Donna K. Hathaway, PhD, RN, FAAN, University Distinguished Professor in the Department of Advanced Practice and Doctoral Studies in the College of Nursing at the University of Tennessee Health Science Center (UTHSC), has received a grant totaling $2,507,759 from the National Institute of Diabetes and Digestive and Kidney Diseases, a subsidiary of the National Institutes of Health. The award will be used to support a project titled, “An RCT for Medication Adherence in Kidney Transplant Recipients.” The award will be distributed over a four-year period.

Medication non-adherence (medication not taken or taken incorrectly) is a $300 billion problem among organ transplant recipients in the United States. Though they have received the ‘gift of life,’ about 75 percent of people with a kidney transplant struggle to take transplant medicines on time every day for the life of the transplant. Without these critical medications, the kidney will not survive.

Along with Cynthia L. Russell, PhD, RN, ACNS-BC, FAAN, professor at the University of Missouri-Kansas City, Dr. Hathaway is testing an innovative intervention called SystemCHANGE, which has been shown to be effective with difficult-to-change behaviors like exercise.

With SystemCHANGE, patients are taught to modify daily routines and habits that impact taking medication.

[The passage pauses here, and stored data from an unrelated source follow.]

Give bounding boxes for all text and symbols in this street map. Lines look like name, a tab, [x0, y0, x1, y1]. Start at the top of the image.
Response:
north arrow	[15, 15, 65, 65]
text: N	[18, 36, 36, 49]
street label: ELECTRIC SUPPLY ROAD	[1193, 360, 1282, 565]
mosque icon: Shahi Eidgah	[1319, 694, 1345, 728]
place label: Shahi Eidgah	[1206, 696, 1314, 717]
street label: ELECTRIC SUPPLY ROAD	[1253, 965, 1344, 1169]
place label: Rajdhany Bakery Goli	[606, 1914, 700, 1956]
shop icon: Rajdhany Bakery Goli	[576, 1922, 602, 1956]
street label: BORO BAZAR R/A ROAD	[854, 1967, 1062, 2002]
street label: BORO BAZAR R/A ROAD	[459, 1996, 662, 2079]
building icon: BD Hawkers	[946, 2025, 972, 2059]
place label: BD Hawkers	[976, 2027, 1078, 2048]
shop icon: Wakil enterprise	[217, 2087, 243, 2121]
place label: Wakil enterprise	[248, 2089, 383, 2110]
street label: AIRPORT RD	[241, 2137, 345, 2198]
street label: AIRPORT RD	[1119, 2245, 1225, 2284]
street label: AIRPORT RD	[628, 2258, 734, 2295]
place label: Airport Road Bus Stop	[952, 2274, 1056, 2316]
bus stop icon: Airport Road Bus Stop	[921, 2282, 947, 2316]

They will conduct small experiments focused on the modification of their daily routines and track their success with a graphic report from an electronic medication monitoring system. This approach moves away from traditional interventions that focus on increasing motivation and intention, and instead enhances the patient’s ability to monitor small environmental changes and determine the effectiveness of the changes. The study will also examine physiological outcomes and the cost effectiveness of improved medication adherence.

The hope is that by improving medication adherence, recipients will be able to keep their organs functioning longer and avoid the need for additional transplants. This, in turn, may mean that more kidneys will be available to those in need of this critical resource.